I remember going from Edmonton to Ukraine, to Kiev, not long after Chernobyl, as part of what started as the Chernobyl Children’s Project and had by then been renamed “Osvita”, “education” in Ukrainian. There are many Albertans of Ukrainian background, including paediatricians, and the project was set up as an international program to promote collaboration after the break-up of the Soviet Union.
One of the interactions I had with the neonatal physicians there was at the bedside of a baby with a large cephalhaematoma. They asked me what we would do in Canada, and I said: absolutely nothing. I was informed that their practice was to drain the haematoma as if not there was “a risk of serious infection”. I told them (with a touch of superiority, given my first-world education) that, no, draining it introduced a risk of infection, and it would be better just to not touch it.
I realized afterwards that they had just been quoting what they had been taught, and I was just quoting what I had been taught, but that I didn’t actually really know who was right! (Except, of course, for the fact that I am always right….).
Large cephalhaematomas can take months to completely resolve, and in the meantime, marginal calcification can occur, and deformation of the skull can sometimes follow. A new publication reports the results of needle aspiration of large cephalhaematomas still present after 2 weeks of age without signs of resorption. (Blanc F, et al. Early needle aspiration of large infant cephalohematoma: a safe procedure to avoid esthetic complications. Eur J Pediatr. 2020;179(2):265-9). They note that there were no complications, they did this with local anaesthesia and sucrose, and it might actually, I think, be a reasonable idea.

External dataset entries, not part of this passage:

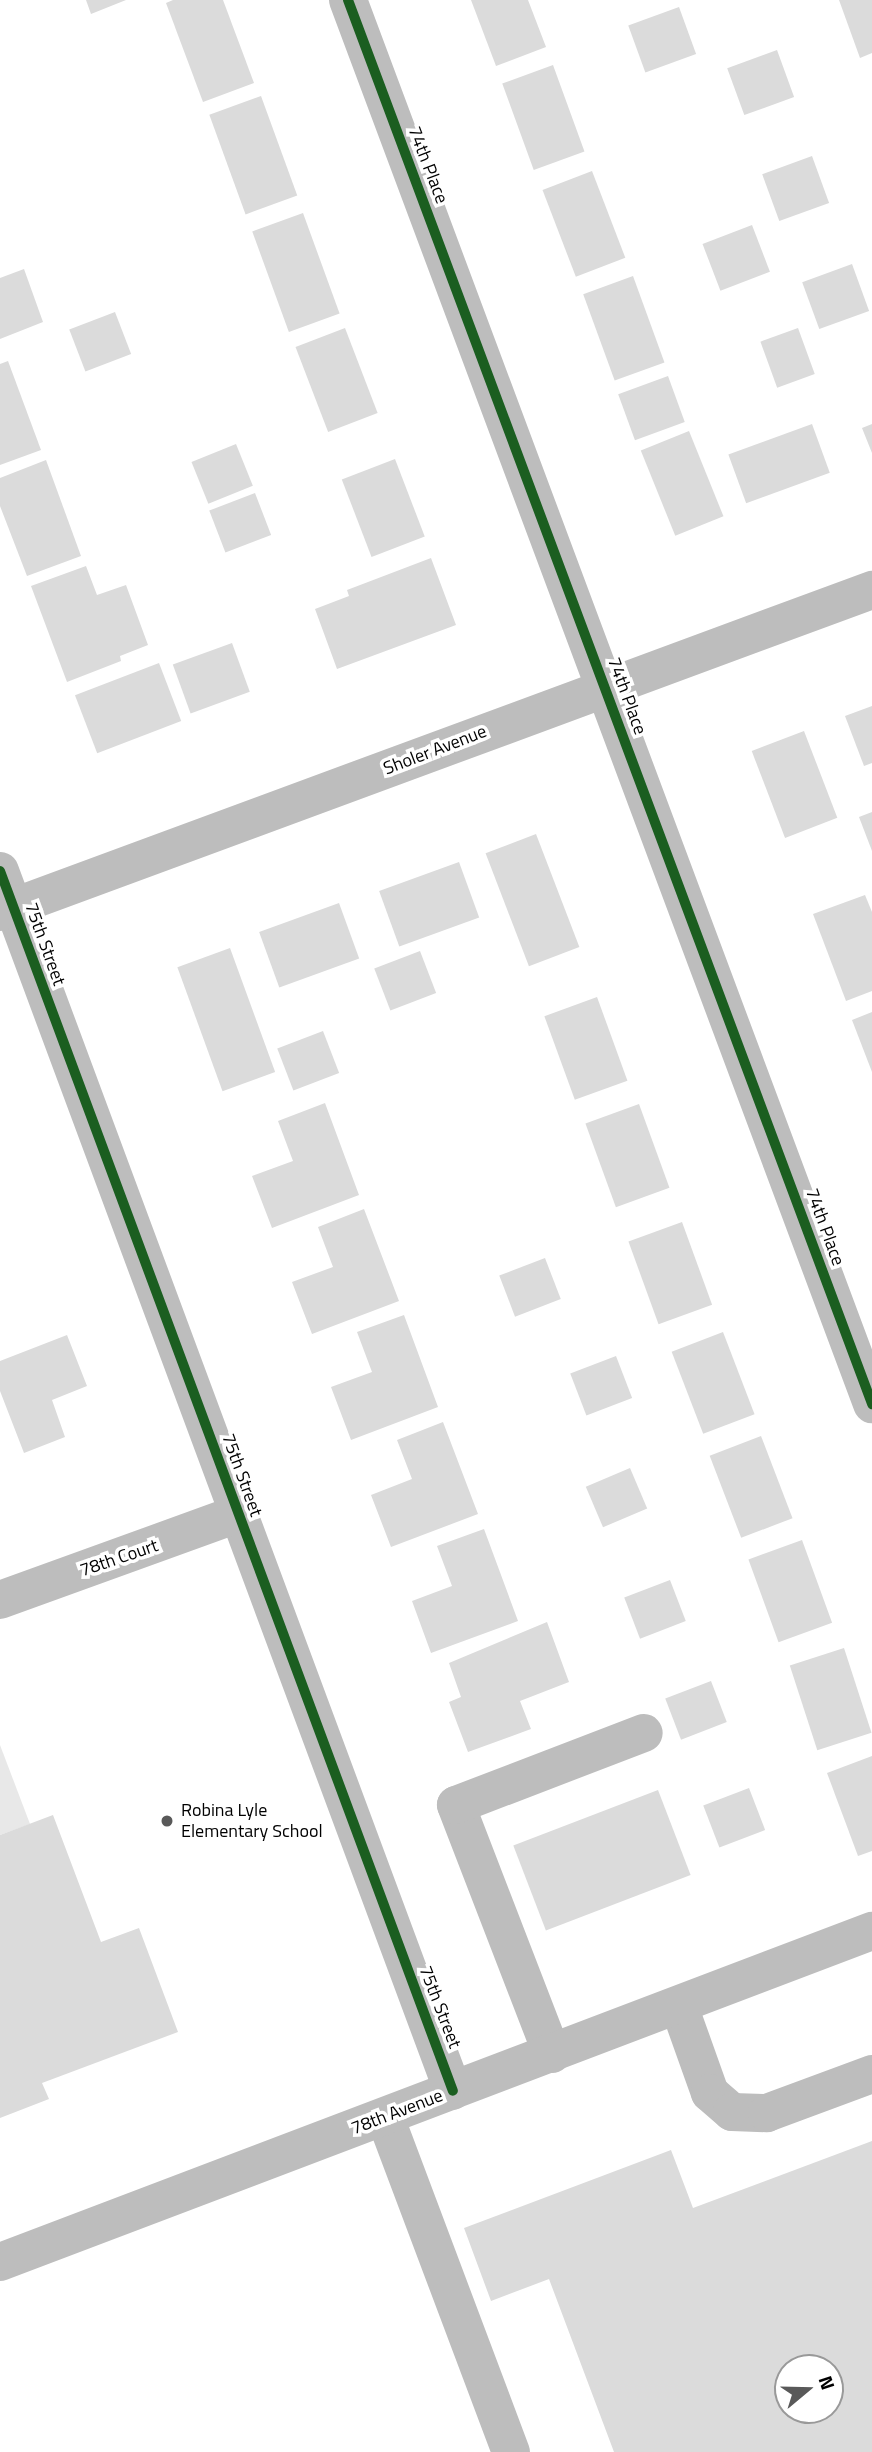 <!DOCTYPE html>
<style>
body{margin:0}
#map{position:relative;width:872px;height:2452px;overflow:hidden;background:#fff;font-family:"Titillium Web",sans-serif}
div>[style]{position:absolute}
.green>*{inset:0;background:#e8e8e8}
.building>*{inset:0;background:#dbdbdb;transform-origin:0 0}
.minor>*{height:38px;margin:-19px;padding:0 19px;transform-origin:19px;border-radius:19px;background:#bdbdbd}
.cycleway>*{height:10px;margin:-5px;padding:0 5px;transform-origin:5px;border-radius:5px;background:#1b5e20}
.dots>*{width:19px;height:19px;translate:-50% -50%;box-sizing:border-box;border:4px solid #fff;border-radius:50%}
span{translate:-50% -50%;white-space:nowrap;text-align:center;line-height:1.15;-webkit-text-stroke:7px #fff;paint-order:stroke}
.street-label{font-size:18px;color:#000}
.poi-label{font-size:18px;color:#000}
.left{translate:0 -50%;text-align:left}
.north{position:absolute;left:774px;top:2354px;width:70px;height:70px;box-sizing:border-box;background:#fff;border:2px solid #999;border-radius:50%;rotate:71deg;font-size:19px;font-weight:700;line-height:28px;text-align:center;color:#000}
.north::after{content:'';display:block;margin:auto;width:24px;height:32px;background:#595959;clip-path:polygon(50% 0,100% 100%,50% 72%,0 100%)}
</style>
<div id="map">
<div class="green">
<i style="clip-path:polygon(0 1745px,30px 1824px,0 1835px)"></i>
</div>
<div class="building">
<i style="clip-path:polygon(86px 0,126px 0,91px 14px)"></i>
<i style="clip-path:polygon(173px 0,223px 0,254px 83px,203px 102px,166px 3px)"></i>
<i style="clip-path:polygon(471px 0,528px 0,546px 47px,496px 66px)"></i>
<i style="clip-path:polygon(839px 0,872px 0,872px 53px,860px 58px)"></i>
<i style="left:679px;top:7px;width:50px;height:54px;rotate:70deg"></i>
<i style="left:777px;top:50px;width:50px;height:53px;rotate:70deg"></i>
<i style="left:553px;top:65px;width:92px;height:54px;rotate:70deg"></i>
<i style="left:261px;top:96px;width:106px;height:55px;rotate:70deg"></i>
<i style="left:812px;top:156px;width:50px;height:53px;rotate:70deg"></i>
<i style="left:592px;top:171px;width:93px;height:53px;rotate:69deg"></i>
<i style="left:303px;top:213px;width:107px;height:54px;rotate:70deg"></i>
<i style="left:752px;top:225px;width:50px;height:53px;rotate:69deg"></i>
<i style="left:852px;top:264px;width:50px;height:53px;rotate:70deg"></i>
<i style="clip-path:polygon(24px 269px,43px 322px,0 339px,0 278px)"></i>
<i style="left:633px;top:276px;width:92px;height:53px;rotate:70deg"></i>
<i style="left:115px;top:312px;width:45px;height:49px;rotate:69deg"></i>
<i style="left:345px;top:328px;width:91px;height:53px;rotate:69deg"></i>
<i style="left:798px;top:328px;width:49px;height:40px;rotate:70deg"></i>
<i style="clip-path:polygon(8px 361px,41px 450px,0 465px,0 364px)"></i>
<i style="left:668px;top:376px;width:49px;height:53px;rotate:70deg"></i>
<i style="left:812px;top:424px;width:52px;height:89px;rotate:70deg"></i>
<i style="clip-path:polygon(872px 424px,872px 453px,862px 428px)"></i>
<i style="left:689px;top:431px;width:92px;height:52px;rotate:68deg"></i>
<i style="left:236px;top:444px;width:45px;height:48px;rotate:68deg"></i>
<i style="left:395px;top:459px;width:83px;height:57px;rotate:69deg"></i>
<i style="clip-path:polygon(46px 460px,81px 556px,27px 576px,0 506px,0 478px)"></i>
<i style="left:255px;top:493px;width:45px;height:49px;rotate:69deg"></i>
<i style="clip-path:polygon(431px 558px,456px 625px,337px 669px,315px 609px,349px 596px,347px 590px)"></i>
<i style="clip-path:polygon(86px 566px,97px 595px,126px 585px,148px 645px,120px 656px,121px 661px,67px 682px,31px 586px)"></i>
<i style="left:232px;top:643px;width:52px;height:63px;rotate:70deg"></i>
<i style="left:159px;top:663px;width:62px;height:90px;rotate:69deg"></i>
<i style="clip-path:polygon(872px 706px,872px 763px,864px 766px,845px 716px)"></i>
<i style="left:804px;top:731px;width:93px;height:56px;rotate:69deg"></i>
<i style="clip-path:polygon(872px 812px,872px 851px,859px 817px)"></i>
<i style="left:536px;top:834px;width:121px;height:54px;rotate:69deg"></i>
<i style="left:459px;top:862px;width:59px;height:85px;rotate:70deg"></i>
<i style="clip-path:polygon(865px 895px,872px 912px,872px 991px,846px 1001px,813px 914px)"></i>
<i style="left:339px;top:903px;width:59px;height:85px;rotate:70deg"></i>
<i style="left:230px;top:948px;width:132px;height:56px;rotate:70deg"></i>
<i style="left:420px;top:951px;width:45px;height:49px;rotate:69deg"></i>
<i style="left:597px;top:997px;width:89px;height:56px;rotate:70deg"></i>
<i style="clip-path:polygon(872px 1012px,872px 1072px,852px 1020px)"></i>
<i style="left:323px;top:1031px;width:45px;height:49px;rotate:69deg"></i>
<i style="clip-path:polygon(325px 1103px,359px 1195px,272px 1228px,252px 1176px,293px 1161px,278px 1121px)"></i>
<i style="left:639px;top:1104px;width:89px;height:57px;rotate:70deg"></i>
<i style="clip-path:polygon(364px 1209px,399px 1301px,312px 1334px,292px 1282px,333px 1267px,318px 1227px)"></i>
<i style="left:682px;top:1222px;width:88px;height:57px;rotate:70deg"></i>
<i style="left:545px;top:1258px;width:44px;height:49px;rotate:69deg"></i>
<i style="clip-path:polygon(404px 1315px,438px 1407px,351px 1440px,331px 1387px,372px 1372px,357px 1332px)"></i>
<i style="left:723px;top:1332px;width:88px;height:55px;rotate:69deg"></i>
<i style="clip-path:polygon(67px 1335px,87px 1386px,52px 1400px,65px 1437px,24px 1453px,0 1391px,0 1361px)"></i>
<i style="left:616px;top:1356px;width:45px;height:49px;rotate:69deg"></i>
<i style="clip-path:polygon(443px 1422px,478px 1514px,391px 1547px,371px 1495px,412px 1479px,397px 1440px)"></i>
<i style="left:761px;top:1436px;width:88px;height:55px;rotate:69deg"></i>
<i style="left:630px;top:1468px;width:44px;height:48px;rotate:67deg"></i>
<i style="clip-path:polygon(484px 1529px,518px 1621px,431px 1653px,412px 1601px,452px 1586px,437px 1546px)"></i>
<i style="left:802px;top:1540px;width:88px;height:57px;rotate:70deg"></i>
<i style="left:670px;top:1580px;width:44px;height:49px;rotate:69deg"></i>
<i style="clip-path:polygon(547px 1622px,569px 1682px,520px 1701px,531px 1729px,468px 1752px,449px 1702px,461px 1697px,449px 1663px)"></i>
<i style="left:844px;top:1648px;width:89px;height:57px;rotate:72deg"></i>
<i style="left:711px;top:1681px;width:44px;height:49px;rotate:69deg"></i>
<i style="clip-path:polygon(872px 1756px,872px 1851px,858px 1856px,827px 1773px)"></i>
<i style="left:749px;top:1788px;width:45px;height:49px;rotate:69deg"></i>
<i style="left:658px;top:1790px;width:91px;height:155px;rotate:69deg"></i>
<i style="clip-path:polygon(53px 1815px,101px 1942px,139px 1928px,178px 2032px,42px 2083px,49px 2099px,0 2118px,0 1835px)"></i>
<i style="clip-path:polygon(evenodd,872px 2141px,872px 2452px,614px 2452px,549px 2279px,491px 2301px,464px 2228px,671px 2150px,693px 2208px,872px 2141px,788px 2368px,830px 2368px,830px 2410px,788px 2410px,788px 2368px)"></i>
</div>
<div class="minor">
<i style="left:348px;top:0;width:1499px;rotate:69.53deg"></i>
<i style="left:0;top:871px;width:1301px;rotate:69.63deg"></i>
<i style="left:0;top:912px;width:930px;rotate:-20.27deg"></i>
<i style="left:0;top:1600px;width:252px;rotate:-19.9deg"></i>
<i style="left:679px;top:2006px;width:92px;rotate:70.4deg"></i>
<i style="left:710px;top:2093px;width:29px;rotate:41deg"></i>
<i style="left:732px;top:2112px;width:35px;rotate:2deg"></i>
<i style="left:767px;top:2113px;width:112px;rotate:-20.4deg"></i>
<i style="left:552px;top:2054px;width:267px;rotate:-111.1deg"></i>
<i style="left:456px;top:1805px;width:201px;rotate:-21deg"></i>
<i style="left:385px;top:2117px;width:358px;rotate:69.4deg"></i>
<i style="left:0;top:2262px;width:933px;rotate:-20.79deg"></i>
</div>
<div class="cycleway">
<i style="left:348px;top:0;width:1499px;rotate:69.53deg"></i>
<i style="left:0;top:871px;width:1301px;rotate:69.63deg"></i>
</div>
<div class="dots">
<i style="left:167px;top:1821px;background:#595959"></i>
</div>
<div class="street-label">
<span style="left:428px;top:165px;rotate:69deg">74th Place</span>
<span style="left:627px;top:696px;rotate:70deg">74th Place</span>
<span style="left:435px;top:750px;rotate:-21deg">Sholer Avenue</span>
<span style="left:45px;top:944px;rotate:70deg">75th Street</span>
<span style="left:825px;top:1227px;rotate:70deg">74th Place</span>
<span style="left:242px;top:1475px;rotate:70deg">75th Street</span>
<span style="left:119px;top:1558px;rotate:-19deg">78th Court</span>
<span style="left:440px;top:2007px;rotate:69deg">75th Street</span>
<span style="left:397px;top:2112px;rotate:-21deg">78th Avenue</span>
</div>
<div class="poi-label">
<span class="left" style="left:181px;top:1821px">Robina Lyle<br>Elementary School</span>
</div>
<div class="north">N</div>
</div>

One of the problems I see, with this common situation, is that almost all of the references given in the article are case reports. I cannot tell from the literature how often a cephalhaematoma might cause problems in the long term, with or without drainage. Of course, a randomized controlled trial would be the way to answer the question of what to do, but I have no idea how you would calculate the sample size. You could just guess a number and say if after a hundred babies in each group didn’t show a difference, then the choice of intervention could be left to the parents. Lacking that (which I think is unlikely to happen) some large case series with and without drainage could at least give us an idea. For such a common problem which probably causes parents to worry, and which also makes babies’ heads look funny, it would be great to have some good data.